The Central Bank of Egypt (CBE) has issued new rules for funding financial leasing companies. In a letter to banks, the CBE said that the total direct and indirect credit facilities and investments in the securitisation portfolios of financial leasing companies should not exceed 5% of the bank’s total loan portfolio. Moreover, the total direct and indirect credit facilities and investments in the securitisation portfolios of a single leasing company should not exceed 1% of the bank’s total loan portfolio.

The CBE emphasized the need to specify the purpose of the funding, whether it is for financing new financial leasing contracts or refinancing existing contracts from the company’s resources.
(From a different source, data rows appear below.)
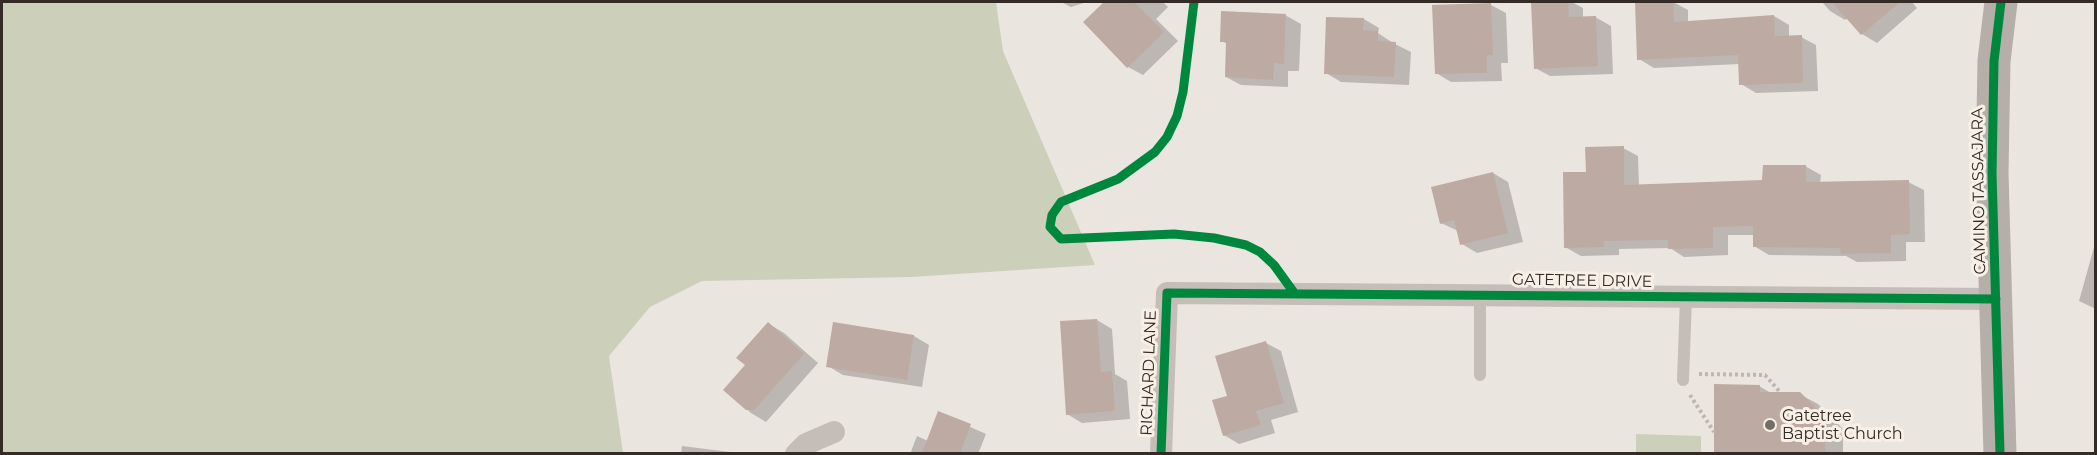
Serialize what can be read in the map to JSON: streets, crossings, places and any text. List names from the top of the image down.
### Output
{
  "streets": {
    "street": ["CAMINO TASSAJARA", "GATETREE DRIVE", "RICHARD LANE"]
  },
  "crossings": [
    ["CAMINO TASSAJARA", "GATETREE DRIVE"],
    ["GATETREE DRIVE", "RICHARD LANE"]
  ],
  "places": ["Gatetree Baptist Church"]
}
It also required the banks to follow up on the proper use of the funding by obtaining all the documents related to the contracts being financed.

The CBE also stated that the main source of repayment for the funding should be the cash flows generated from the financial leasing contracts financed by the bank and that the repayment schedule of the funding should match the repayment schedule of the financial leasing contracts.

It urged the financial leasing companies to conduct a thorough study of the customers and the parties involved in the contracts and to assess their financial viability and ability to repay. It also warned the banks against granting credit facilities to financial leasing companies to finance a limited number of customers.

Furthermore, the CBE prohibited the banks from granting credit facilities in foreign currency to financial leasing companies unless they are linked to an import operation, and the customers have sufficient foreign currency sources to repay. The banks also have to verify that the financial leasing companies comply with the rules and regulations issued by the Financial Regulatory Authority.

The CBE said that these rules apply to new funding from the date of issuance and that the existing investments that exceed the limits should be gradually reduced according to their maturity dates. The banks have to submit a corrective plan to the supervisory sector within three months, as well as a quarterly report on the status of their investments.